Problem details: Every line below that includes the word "labels" needs to be copied.

Stored data
- Opening Delimiter -

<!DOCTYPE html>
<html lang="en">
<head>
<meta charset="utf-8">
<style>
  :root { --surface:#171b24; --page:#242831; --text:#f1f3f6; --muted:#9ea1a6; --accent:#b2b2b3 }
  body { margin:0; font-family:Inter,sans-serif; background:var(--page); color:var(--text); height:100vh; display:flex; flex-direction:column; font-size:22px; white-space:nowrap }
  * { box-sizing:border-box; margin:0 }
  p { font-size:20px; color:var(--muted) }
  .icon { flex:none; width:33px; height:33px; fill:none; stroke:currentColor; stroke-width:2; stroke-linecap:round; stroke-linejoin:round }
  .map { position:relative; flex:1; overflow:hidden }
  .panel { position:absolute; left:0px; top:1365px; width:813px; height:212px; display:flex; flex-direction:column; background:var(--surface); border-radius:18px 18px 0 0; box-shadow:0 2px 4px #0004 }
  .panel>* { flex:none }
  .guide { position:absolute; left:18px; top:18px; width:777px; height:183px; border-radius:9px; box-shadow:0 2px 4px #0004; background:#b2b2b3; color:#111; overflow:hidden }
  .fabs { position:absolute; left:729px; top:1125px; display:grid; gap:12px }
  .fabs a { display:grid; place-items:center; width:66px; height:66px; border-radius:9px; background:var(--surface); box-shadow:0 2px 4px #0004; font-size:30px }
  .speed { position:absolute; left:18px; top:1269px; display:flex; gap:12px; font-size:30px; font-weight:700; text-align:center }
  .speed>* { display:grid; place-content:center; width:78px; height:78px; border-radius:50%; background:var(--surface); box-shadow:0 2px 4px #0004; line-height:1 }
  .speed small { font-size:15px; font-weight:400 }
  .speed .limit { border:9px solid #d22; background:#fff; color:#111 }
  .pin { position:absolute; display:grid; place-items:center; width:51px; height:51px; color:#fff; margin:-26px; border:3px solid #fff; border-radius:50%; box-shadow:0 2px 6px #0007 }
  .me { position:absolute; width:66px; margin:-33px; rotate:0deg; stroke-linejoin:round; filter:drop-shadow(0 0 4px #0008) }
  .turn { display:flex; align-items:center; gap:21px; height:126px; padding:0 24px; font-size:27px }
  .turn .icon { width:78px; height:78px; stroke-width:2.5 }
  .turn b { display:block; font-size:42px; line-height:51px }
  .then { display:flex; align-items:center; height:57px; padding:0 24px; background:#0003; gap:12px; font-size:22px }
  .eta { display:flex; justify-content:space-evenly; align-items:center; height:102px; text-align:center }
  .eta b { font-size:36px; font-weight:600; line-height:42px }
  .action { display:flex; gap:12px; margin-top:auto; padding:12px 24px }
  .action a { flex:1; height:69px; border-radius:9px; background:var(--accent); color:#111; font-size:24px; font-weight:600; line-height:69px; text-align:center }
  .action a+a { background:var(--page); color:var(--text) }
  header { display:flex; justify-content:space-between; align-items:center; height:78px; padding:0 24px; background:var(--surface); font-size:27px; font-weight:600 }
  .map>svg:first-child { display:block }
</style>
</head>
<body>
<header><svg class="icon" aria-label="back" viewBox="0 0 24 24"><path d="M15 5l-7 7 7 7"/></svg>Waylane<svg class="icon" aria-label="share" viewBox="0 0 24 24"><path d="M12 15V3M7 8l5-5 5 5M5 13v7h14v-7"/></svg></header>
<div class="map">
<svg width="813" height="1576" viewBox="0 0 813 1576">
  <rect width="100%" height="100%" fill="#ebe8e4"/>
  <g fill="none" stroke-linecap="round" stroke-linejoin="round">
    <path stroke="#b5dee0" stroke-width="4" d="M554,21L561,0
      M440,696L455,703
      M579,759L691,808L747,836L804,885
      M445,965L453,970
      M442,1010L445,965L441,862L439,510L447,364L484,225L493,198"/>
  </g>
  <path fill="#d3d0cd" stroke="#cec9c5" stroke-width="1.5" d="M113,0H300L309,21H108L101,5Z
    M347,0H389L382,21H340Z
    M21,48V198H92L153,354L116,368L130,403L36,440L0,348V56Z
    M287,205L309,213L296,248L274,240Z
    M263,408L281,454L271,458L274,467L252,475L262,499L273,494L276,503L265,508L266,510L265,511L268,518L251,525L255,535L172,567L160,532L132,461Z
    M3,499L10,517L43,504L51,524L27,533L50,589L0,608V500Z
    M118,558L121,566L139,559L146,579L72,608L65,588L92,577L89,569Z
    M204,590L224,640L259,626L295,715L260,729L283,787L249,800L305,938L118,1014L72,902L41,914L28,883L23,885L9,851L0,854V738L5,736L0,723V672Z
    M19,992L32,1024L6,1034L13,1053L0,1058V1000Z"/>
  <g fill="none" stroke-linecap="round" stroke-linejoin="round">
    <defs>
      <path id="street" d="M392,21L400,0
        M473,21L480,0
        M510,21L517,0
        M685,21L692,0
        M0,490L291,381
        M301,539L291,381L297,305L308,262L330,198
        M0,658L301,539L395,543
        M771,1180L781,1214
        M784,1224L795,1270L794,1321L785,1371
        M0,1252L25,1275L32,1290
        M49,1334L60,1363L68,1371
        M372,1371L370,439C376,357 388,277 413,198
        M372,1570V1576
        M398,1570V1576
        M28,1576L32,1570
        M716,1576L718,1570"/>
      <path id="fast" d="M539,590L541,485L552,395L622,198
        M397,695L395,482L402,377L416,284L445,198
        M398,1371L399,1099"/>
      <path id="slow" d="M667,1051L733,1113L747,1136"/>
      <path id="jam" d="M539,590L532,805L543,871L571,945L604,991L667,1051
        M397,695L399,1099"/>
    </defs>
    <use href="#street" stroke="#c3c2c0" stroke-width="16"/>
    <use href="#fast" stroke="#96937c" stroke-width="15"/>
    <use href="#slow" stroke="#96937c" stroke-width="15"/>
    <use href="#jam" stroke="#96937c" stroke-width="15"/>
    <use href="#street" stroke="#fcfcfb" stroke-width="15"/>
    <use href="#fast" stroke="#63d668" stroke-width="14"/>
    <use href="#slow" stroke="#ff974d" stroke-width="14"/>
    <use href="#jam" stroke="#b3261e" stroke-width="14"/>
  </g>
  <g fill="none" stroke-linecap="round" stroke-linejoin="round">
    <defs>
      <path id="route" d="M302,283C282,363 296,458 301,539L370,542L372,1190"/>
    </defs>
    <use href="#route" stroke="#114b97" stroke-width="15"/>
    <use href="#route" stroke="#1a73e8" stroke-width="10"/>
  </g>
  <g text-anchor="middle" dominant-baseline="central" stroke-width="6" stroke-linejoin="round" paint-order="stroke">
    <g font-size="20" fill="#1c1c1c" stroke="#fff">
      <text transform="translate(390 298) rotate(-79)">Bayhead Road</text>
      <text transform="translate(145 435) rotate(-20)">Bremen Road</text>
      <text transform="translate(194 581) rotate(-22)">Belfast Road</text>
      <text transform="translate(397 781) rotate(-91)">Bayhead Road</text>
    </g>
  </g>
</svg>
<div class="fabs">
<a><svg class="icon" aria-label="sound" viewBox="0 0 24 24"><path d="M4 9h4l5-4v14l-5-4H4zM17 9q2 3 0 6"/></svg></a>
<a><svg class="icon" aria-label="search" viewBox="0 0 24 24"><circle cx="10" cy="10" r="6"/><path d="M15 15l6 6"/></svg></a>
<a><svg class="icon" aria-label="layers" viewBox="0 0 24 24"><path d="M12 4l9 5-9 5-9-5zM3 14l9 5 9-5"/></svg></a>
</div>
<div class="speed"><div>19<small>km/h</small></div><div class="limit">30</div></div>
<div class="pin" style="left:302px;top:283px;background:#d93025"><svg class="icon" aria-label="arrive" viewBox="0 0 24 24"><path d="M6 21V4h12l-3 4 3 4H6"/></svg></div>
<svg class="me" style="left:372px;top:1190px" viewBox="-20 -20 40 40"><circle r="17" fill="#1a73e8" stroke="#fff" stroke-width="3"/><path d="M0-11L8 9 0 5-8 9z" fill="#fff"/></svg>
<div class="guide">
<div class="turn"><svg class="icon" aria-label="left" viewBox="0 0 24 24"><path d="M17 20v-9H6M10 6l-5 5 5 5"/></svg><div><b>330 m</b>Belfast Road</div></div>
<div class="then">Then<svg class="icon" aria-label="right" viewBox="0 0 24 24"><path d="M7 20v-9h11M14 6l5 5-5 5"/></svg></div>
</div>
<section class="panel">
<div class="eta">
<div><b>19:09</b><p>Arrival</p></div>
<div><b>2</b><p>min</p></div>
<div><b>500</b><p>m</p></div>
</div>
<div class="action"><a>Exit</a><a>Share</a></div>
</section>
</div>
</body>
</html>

- Closing Delimiter -
- Opening Delimiter -

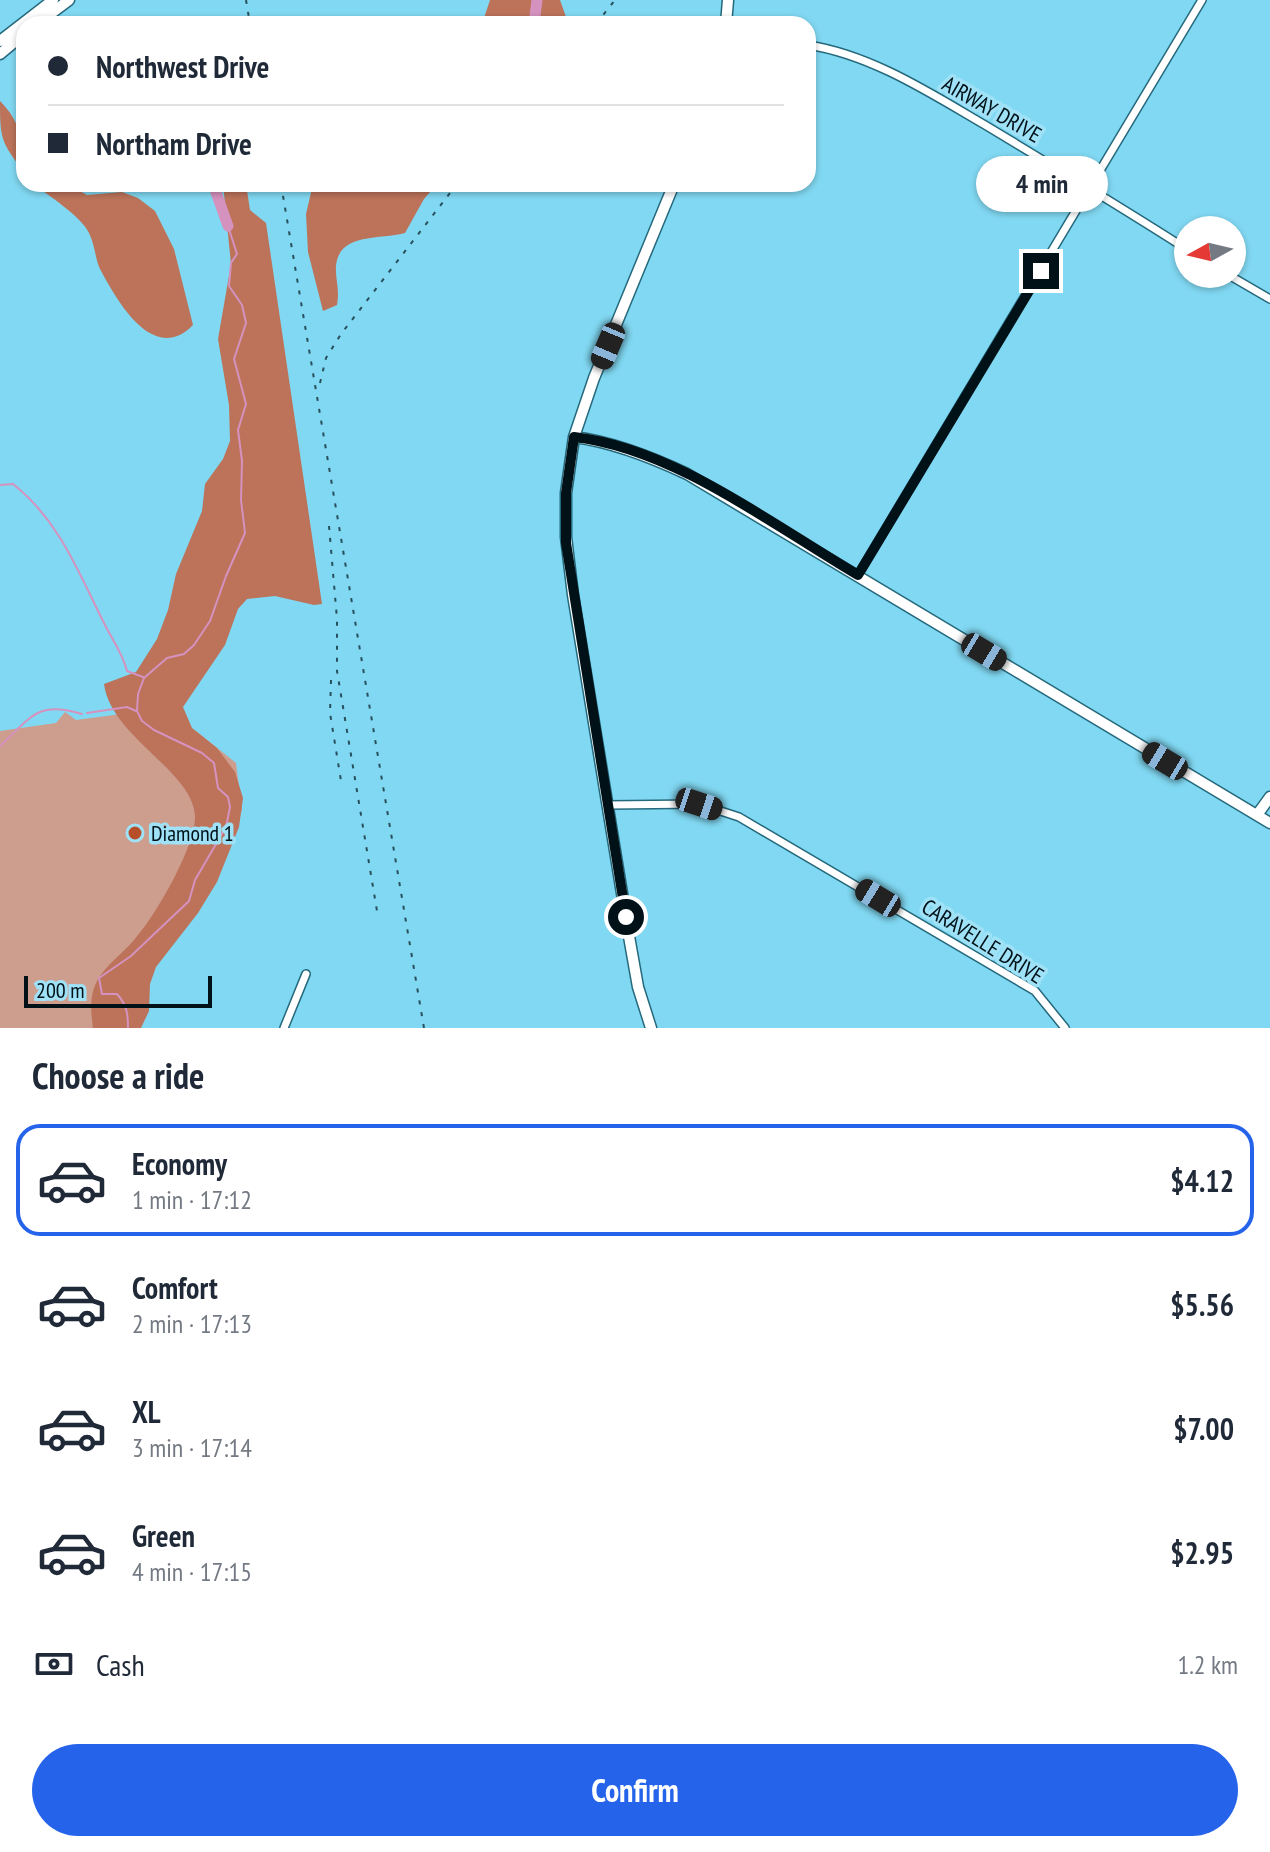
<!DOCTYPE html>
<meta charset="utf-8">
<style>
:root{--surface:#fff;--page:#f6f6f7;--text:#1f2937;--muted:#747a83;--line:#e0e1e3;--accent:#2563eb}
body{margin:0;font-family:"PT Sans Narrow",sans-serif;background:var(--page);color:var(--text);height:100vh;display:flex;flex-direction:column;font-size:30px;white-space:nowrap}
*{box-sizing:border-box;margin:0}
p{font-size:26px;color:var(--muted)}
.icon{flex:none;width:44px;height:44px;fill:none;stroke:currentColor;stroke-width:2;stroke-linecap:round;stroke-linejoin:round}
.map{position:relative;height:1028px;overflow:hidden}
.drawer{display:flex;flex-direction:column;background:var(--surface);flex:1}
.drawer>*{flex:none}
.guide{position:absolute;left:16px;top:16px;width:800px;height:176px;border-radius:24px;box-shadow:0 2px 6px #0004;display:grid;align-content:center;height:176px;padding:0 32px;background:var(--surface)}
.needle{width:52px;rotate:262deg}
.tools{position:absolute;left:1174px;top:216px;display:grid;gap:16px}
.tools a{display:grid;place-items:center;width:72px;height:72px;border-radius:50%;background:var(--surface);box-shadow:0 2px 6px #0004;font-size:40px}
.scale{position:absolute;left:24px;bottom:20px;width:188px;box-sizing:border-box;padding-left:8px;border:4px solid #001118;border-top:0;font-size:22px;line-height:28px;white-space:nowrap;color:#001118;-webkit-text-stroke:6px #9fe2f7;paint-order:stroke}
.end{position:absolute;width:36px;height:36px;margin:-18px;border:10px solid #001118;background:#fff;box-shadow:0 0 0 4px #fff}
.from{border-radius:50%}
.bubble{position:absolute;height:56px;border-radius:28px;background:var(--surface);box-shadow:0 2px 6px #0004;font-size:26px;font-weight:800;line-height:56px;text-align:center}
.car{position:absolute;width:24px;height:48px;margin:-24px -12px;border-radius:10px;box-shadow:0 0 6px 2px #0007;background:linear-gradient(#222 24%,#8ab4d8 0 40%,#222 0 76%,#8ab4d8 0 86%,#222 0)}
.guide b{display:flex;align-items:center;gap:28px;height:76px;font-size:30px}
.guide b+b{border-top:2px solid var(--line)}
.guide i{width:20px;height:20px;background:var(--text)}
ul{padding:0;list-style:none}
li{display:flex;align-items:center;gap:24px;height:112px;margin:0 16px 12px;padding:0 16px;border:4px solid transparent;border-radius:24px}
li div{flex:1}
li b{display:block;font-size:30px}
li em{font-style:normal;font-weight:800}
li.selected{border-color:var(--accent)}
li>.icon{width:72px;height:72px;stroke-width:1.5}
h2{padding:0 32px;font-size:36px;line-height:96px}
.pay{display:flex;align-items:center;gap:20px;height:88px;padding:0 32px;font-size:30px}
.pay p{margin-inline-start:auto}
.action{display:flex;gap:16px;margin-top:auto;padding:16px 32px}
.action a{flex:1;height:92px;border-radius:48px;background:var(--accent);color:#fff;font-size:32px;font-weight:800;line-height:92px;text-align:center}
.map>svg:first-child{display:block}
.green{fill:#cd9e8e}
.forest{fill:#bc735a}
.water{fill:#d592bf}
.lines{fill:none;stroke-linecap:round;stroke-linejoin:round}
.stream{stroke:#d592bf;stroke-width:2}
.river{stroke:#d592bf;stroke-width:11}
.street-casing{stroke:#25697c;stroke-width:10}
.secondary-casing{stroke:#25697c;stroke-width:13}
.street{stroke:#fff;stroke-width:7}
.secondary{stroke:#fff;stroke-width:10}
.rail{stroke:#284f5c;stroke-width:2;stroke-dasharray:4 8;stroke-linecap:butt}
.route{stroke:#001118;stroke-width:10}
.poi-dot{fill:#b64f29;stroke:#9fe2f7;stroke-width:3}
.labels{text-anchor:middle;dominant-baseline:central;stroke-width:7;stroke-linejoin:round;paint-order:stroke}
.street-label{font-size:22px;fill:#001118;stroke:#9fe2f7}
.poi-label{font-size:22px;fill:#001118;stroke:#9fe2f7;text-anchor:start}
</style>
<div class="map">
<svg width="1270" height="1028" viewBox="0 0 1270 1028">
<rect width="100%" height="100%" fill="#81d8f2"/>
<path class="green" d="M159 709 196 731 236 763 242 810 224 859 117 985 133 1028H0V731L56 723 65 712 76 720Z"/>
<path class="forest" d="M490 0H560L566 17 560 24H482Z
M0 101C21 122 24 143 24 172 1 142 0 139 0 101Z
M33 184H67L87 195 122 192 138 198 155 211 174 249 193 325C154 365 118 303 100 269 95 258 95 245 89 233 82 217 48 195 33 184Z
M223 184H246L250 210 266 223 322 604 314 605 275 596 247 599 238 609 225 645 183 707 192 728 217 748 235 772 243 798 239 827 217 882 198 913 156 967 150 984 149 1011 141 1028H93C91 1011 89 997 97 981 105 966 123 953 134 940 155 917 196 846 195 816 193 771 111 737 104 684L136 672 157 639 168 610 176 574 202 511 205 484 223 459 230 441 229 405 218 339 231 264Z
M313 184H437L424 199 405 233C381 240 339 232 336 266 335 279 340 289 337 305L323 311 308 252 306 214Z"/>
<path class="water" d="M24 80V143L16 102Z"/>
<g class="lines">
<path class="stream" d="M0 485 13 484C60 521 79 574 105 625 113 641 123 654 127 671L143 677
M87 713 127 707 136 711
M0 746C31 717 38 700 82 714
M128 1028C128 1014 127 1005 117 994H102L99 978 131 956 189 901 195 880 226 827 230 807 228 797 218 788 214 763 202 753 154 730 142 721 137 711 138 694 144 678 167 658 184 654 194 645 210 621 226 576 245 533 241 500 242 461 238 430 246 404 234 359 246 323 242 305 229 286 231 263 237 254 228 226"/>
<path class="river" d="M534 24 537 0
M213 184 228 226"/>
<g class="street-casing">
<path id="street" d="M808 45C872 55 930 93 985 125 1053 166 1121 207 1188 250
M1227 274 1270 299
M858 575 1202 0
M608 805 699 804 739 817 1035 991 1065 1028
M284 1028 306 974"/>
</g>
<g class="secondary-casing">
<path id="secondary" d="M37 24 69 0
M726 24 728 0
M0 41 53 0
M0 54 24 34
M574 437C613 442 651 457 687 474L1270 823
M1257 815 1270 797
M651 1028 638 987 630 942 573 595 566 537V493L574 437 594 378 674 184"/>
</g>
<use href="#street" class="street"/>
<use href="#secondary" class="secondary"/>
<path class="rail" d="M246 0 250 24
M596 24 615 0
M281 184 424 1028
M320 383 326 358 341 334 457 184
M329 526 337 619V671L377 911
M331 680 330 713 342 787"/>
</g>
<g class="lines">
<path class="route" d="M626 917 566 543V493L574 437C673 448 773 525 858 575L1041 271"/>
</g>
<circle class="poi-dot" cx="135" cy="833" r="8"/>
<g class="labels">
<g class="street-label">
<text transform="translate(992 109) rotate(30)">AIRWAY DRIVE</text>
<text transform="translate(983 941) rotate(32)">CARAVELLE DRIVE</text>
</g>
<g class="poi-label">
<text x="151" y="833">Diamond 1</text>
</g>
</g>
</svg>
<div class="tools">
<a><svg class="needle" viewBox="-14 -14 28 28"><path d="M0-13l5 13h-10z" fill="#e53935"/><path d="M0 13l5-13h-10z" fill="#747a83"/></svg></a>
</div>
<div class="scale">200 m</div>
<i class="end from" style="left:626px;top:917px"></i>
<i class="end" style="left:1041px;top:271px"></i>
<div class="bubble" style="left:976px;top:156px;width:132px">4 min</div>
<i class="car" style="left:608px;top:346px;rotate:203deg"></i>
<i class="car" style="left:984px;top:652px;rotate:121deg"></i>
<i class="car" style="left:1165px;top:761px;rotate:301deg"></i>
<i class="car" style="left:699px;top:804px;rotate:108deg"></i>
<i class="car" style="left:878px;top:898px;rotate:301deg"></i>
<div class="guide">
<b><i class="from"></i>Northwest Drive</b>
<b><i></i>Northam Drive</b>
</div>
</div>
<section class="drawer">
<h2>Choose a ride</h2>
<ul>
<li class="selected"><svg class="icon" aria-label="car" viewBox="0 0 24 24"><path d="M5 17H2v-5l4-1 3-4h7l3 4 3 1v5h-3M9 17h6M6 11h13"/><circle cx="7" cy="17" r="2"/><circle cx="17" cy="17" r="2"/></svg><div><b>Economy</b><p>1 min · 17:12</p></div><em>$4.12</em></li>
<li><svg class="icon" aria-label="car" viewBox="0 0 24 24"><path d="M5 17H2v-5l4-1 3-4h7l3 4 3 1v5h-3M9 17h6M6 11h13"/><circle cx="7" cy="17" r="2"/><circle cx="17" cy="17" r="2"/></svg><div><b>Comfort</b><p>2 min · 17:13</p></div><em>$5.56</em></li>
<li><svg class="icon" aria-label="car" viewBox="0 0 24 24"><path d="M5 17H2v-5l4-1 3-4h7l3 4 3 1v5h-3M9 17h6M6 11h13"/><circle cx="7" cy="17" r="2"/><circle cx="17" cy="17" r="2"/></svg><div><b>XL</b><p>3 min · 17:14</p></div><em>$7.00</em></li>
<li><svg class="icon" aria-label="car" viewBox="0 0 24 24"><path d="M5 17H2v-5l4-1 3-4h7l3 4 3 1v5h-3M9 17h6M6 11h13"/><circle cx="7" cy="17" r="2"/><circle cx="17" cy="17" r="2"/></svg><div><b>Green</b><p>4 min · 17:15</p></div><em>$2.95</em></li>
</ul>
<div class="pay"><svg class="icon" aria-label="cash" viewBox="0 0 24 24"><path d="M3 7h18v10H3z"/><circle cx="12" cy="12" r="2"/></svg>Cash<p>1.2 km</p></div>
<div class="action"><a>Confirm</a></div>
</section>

- Closing Delimiter -

Problem solution:
.labels{text-anchor:middle;dominant-baseline:central;stroke-width:7;stroke-linejoin:round;paint-order:stroke}
<g class="labels">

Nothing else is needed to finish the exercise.